Brief — Below are records. Count every line containing the word "linecap" and give the number alone.

= = = =

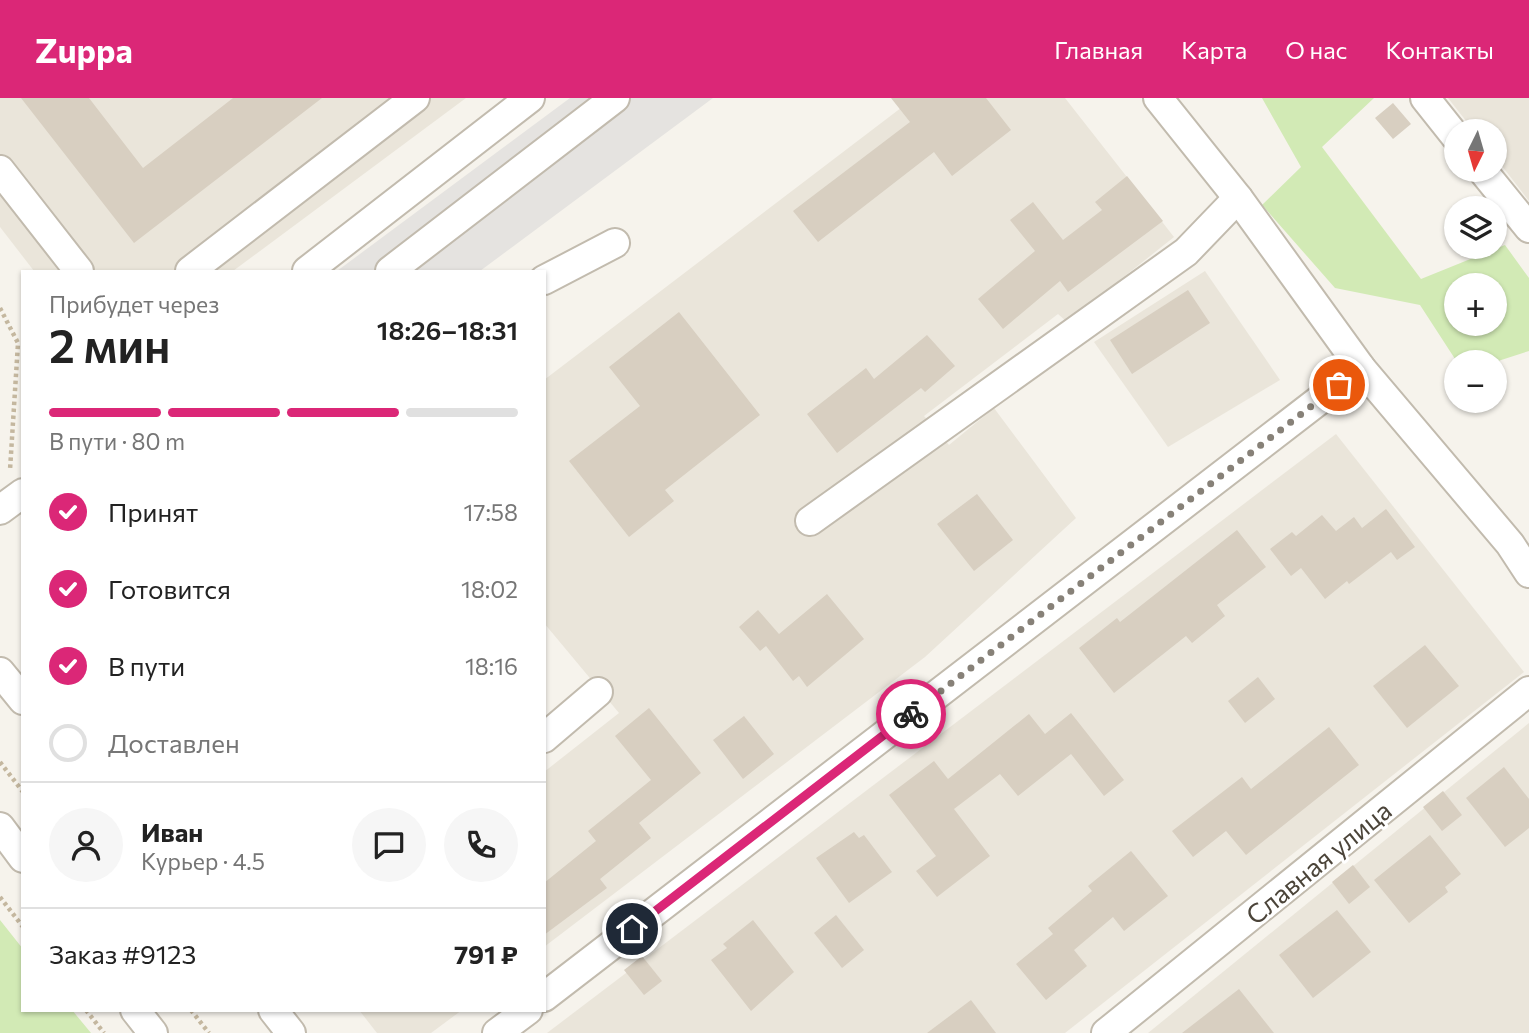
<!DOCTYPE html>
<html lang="ru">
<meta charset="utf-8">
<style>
body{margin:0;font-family:Commissioner,sans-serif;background:#f6f6f6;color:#222;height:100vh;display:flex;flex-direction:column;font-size:26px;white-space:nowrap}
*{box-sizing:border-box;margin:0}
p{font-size:23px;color:#767676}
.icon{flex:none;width:38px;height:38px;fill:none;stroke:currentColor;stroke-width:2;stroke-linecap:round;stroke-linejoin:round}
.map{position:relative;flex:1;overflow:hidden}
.sheet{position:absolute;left:21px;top:172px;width:525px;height:742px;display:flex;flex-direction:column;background:#fff;border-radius:0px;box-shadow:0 2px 5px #0004}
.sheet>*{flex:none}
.needle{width:46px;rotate:185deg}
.buttons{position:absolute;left:1444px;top:21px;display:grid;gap:14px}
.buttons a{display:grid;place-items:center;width:63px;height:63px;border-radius:50%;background:#fff;box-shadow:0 2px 5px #0004;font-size:35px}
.pin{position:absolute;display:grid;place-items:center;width:60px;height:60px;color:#fff;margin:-30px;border:4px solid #fff;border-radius:50%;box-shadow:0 2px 7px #0007}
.courier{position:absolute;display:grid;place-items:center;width:70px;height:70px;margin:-35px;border:5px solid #db2777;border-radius:50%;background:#fff;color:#222;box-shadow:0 2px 9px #0007}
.head em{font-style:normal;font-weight:600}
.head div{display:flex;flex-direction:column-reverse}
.head{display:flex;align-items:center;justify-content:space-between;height:119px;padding:0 28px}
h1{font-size:46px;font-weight:600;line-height:52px}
.bar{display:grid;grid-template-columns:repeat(4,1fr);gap:10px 7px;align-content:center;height:84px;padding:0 28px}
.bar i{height:9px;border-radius:5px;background:#e0e0e0}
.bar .active{background:#db2777}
.bar p{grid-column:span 4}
.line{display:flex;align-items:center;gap:18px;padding:0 28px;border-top:2px solid #e0e0e0}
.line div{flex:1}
.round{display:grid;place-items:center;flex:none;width:74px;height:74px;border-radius:37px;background:#f6f6f6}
ol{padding:0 28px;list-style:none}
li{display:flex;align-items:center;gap:21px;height:77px}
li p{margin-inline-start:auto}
li .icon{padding:7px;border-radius:50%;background:#db2777;color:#fff;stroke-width:4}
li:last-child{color:#767676}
li i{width:38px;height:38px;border:4px solid #e0e0e0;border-radius:50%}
header{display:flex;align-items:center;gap:42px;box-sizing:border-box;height:98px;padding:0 35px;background:#db2777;color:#fff}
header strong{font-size:33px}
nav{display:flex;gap:38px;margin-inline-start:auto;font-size:24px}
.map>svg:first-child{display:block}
.residential{fill:#eae5da}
.green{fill:#d2eab5;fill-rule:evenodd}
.parking{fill:#e5e3e0}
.building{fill:#d8cfc1}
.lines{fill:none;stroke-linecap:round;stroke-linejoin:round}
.minor-casing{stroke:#c2bbae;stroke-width:32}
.path{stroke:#c4b79f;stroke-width:4.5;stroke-dasharray:3.5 3.5;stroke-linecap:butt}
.minor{stroke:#fff;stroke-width:28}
.done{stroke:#878178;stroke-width:7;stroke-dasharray:0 12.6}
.route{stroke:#db2777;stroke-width:9}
.labels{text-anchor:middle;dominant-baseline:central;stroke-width:6;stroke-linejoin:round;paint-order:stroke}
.street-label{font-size:26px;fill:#4b4439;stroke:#fff}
</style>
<header>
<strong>Zuppa</strong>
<nav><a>Главная</a><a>Карта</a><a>О нас</a><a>Контакты</a></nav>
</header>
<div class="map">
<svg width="1529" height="935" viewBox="0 0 1529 935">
<rect width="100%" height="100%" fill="#f6f3ec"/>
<g class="residential">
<polygon points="0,0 466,0 233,173 34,173 0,129"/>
<polygon points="914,0 1065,0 1174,139 1067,224 1058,216 924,318 949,347 994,310 1076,420 925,559 544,849 544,674 619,615 544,525 544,282"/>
<polygon points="1448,0 1529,0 1529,103 1495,59 1494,33 1474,33"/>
<polygon points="1205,173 1280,282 1168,349 1094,244"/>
<polygon points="1336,336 1524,574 1065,935 547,935"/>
<polygon points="1529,625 1529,935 1148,935"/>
<polygon points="359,912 462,912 431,935 377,935"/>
</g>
<g class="green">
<path d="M 1262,0 L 1374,0 L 1322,49 L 1421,181 L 1505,147 L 1529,180 L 1529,253 L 1495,264 L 1457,264 L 1420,207 L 1335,190 L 1262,107 L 1301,69 ZM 1456,187 L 1494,187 L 1494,226 L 1456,226 Z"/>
<polygon points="0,822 23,851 23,912 72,912 91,935 0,935"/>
</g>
<polygon class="parking" points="570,0 713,0 480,173 337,173"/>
<g class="building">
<polygon points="21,0 89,0 143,70 233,0 322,0 134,145"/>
<polygon points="891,0 986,0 1011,32 952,78 934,54 818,144 793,113 910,24"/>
<polygon points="1393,5 1411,26 1393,41 1375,20"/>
<polygon points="1127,78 1163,123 1068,194 1060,183 1003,231 978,201 1035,153 1010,122 1033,104 1063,142 1102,112 1095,104"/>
<polygon points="1188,192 1210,225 1132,276 1110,242"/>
<polygon points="679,214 760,317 665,392 674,403 629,439 569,363 640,308 609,269"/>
<polygon points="927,237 955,268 925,294 921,290 837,355 807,316 866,270 874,281"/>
<polygon points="977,396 1013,442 974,473 937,426"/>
<polygon points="1386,411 1415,449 1397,462 1391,454 1349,486 1347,483 1325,501 1301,470 1291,478 1270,451 1292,434 1296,438 1322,417 1336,433 1354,419 1362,430"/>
<polygon points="1237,432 1266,469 1217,507 1225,518 1192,545 1186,538 1114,595 1079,550 1117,520 1120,524"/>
<polygon points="827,496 864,541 807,589 799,578 793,583 766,548 760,553 739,529 758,512 779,536"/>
<polygon points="1425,547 1459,588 1407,630 1373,588"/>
<polygon points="1258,579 1275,601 1245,625 1228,603"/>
<polygon points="649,610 701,675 639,725 651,740 600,781 607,790 544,837 544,785 596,743 588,733 651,682 615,638"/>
<polygon points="1071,615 1124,682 1104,698 1071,656 1018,698 1000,676 954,711 990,758 937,799 916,773 936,758 889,697 934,663 948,681 1029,616 1045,636"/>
<polygon points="744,618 774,656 743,681 713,642"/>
<polygon points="1329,629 1359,667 1246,757 1226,733 1193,759 1172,733 1242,679 1251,691"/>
<polygon points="1504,669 1529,701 1529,730 1505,749 1466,700"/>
<polygon points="1443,693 1462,717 1442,733 1423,709"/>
<polygon points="854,734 859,740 864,737 892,774 849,805 816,760"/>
<polygon points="1430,737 1461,776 1445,789 1448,794 1409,825 1374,782"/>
<polygon points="1131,753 1168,798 1124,833 1113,819 1074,852 1087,868 1046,902 1016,866 1053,836 1048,830 1092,793 1088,788"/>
<polygon points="1353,767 1370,789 1349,806 1332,784"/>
<polygon points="1337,812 1371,854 1313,900 1279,857"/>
<polygon points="836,817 864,852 842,870 814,835"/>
<polygon points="753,822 794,874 751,913 711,862 727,850 723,846"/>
<polygon points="642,858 662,883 644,897 624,872"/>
<polygon points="1239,891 1274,935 1182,935"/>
<polygon points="971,902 996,935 927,935"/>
</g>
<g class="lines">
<g class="minor-casing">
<g id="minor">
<polyline points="1158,0 1238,100 1361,270 1510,446 1529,475"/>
<polyline points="1425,0 1456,39"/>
<polyline points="0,72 79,173"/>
<polyline points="1482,72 1529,130"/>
<polyline points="190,173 415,0"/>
<polyline points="307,173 530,0"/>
<polyline points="390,173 615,0"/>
<polyline points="544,182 615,145"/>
<polyline points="0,412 23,395"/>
<polyline points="810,423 1186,154 1238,100"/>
<polyline points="0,574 23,602"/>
<polyline points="544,640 598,594"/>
<polyline points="0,729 23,760"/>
<polyline points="544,899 1361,270"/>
<polyline points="135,912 153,935"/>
<polyline points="273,912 291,935"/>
<polyline points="497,935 528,912"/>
<polyline points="1106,935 1529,593"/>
</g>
</g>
<g class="path">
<polyline points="0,210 18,245 10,372"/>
<polyline points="0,664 23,694"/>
<polyline points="0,799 23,829"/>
<polyline points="86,912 104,935"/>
<polyline points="191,912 209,935"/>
</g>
<use href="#minor" class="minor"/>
</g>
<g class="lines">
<polyline class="done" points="911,616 1339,287"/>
<polyline class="route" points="632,831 911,616"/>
</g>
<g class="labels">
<g class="street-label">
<text transform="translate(1318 764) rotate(-39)">Славная улица</text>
</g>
</g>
</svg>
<div class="buttons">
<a><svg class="needle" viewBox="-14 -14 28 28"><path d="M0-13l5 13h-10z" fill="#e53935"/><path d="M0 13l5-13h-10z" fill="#767676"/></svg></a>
<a><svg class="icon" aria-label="layers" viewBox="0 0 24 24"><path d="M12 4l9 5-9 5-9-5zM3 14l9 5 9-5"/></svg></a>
<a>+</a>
<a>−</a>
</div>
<div class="pin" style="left:1339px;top:287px;background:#ea580c"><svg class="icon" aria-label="bag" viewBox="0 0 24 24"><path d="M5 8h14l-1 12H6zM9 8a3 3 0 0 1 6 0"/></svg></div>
<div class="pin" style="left:632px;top:831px;background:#1f2937"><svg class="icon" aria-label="home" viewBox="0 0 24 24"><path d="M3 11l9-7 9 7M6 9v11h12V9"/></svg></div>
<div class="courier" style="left:911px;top:616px"><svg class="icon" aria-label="bike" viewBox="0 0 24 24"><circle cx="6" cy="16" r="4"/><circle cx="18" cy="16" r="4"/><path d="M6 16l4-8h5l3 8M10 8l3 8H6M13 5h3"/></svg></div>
<section class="sheet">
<div class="head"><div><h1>2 мин</h1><p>Прибудет через</p></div><em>18:26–18:31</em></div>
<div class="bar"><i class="active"></i><i class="active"></i><i class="active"></i><i></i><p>В пути · 80 m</p></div>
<ol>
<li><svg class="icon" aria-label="check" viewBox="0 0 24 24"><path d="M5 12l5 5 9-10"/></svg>Принят<p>17:58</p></li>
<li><svg class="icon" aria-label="check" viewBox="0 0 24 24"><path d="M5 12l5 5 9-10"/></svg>Готовится<p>18:02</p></li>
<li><svg class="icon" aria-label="check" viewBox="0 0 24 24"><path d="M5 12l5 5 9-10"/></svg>В пути<p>18:16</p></li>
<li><i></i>Доставлен</li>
</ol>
<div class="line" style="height:126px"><a class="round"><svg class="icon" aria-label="person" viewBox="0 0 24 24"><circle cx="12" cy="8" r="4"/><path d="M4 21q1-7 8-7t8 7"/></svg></a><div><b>Иван</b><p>Курьер · 4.5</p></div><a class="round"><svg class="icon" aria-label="chat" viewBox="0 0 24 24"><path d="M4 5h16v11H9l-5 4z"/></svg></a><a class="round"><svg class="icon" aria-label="phone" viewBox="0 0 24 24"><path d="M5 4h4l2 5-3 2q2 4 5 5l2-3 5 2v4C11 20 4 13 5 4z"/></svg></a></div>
<div class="line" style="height:91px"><div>Заказ #9123</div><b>791 ₽</b></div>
</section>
</div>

= = = =

Exercise answer — 3